▶ Exercise goal:
Check every line of the data below for the word "drawText", then give only the number of lines that have it.

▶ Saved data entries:
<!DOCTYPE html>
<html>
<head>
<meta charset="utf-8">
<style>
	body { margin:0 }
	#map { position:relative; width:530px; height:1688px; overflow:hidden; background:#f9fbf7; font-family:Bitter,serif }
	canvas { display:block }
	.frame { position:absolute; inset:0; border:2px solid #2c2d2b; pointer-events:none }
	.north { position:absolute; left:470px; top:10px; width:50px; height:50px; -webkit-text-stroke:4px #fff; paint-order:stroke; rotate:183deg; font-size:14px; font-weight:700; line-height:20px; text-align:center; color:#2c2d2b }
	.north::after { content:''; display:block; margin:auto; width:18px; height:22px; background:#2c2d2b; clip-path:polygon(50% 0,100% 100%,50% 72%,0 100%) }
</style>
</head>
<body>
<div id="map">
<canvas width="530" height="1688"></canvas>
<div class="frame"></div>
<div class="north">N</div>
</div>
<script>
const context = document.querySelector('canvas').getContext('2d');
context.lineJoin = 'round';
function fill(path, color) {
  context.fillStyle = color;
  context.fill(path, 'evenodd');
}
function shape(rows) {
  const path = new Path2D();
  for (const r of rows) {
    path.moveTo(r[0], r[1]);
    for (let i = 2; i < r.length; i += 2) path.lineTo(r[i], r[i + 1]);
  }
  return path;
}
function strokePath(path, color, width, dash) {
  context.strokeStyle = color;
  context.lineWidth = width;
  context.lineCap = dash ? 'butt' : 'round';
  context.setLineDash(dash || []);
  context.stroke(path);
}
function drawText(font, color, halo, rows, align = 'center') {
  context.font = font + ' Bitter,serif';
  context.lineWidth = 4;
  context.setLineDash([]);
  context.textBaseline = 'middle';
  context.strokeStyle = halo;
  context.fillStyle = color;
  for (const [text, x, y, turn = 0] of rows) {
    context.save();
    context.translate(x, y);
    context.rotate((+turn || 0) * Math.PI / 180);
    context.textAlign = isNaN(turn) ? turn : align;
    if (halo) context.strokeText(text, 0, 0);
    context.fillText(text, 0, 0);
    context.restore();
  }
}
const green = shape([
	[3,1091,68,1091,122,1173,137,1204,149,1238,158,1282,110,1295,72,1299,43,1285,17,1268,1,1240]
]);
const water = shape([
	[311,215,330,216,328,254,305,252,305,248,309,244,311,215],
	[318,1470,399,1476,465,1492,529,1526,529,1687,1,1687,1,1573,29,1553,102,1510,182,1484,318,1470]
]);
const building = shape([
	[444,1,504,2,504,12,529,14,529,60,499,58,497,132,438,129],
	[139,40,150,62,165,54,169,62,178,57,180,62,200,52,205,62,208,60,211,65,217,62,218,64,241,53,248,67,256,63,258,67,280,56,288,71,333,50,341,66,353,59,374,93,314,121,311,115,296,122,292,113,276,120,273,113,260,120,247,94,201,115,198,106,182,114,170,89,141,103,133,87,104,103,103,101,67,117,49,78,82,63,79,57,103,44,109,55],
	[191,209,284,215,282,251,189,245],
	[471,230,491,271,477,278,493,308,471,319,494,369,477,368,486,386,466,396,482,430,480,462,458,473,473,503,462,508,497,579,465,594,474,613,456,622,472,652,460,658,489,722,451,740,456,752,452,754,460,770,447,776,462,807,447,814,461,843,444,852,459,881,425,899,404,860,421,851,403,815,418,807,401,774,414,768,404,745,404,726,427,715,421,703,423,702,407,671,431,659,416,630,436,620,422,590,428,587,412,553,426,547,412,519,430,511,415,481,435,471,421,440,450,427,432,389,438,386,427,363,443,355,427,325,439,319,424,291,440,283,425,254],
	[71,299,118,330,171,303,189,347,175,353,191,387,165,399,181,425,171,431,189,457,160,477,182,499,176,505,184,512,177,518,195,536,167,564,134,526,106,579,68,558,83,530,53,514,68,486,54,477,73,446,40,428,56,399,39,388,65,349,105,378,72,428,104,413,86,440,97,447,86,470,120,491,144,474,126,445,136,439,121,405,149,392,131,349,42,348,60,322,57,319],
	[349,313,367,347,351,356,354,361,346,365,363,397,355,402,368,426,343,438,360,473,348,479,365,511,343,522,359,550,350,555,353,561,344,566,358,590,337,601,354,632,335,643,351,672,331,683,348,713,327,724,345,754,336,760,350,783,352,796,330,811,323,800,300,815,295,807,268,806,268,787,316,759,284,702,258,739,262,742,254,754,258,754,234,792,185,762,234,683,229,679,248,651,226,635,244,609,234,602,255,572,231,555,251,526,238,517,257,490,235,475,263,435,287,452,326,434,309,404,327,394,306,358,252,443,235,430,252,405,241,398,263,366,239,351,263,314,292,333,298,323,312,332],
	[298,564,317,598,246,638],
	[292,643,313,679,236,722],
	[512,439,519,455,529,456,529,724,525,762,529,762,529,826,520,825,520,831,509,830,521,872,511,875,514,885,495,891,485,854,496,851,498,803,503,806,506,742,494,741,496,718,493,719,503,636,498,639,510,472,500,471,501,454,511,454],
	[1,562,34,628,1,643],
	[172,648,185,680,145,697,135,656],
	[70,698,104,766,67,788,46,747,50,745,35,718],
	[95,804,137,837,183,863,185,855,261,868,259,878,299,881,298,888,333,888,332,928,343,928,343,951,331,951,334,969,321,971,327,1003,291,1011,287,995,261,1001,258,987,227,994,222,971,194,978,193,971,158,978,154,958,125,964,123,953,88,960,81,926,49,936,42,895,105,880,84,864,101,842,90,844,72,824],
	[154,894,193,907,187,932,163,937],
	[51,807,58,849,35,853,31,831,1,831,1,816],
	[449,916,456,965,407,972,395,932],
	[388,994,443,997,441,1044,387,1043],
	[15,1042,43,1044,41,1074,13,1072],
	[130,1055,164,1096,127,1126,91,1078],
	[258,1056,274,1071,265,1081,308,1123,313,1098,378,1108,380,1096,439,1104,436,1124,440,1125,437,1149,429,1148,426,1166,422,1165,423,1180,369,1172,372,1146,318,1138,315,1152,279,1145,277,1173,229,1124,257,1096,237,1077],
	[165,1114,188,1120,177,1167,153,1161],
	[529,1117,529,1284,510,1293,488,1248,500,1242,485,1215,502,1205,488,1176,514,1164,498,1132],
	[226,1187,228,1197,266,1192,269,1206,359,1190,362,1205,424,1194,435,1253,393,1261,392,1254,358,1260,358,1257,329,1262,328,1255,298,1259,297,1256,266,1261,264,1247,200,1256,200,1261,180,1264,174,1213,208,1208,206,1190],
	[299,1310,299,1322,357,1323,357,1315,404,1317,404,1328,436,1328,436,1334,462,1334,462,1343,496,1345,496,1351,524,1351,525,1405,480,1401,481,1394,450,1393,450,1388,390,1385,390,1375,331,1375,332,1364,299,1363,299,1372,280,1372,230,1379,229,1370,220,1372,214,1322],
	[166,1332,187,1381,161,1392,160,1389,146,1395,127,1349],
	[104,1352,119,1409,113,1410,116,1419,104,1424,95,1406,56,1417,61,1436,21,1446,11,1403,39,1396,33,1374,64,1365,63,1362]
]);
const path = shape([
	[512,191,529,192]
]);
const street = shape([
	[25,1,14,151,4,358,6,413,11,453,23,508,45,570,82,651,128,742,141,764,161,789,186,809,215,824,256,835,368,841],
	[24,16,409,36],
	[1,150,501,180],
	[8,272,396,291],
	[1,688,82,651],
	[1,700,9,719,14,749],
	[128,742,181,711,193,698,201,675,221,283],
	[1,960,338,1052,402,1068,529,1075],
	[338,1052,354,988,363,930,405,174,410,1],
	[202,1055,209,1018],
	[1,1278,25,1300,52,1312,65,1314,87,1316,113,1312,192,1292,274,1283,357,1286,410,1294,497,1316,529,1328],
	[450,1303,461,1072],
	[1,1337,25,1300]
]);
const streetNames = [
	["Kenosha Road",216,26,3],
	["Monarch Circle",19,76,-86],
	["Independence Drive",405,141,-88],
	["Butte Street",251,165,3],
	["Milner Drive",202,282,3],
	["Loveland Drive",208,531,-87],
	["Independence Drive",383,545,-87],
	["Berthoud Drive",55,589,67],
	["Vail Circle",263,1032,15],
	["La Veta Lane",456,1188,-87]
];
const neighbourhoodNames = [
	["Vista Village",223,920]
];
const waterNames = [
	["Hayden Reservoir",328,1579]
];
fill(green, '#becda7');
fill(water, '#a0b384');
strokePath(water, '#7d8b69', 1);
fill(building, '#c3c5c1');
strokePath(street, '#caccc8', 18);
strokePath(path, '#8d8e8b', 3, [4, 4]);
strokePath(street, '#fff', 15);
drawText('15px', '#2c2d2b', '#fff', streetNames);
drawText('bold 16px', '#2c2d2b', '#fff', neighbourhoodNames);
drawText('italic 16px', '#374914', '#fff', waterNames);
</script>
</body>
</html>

▶ Solved exercise:
4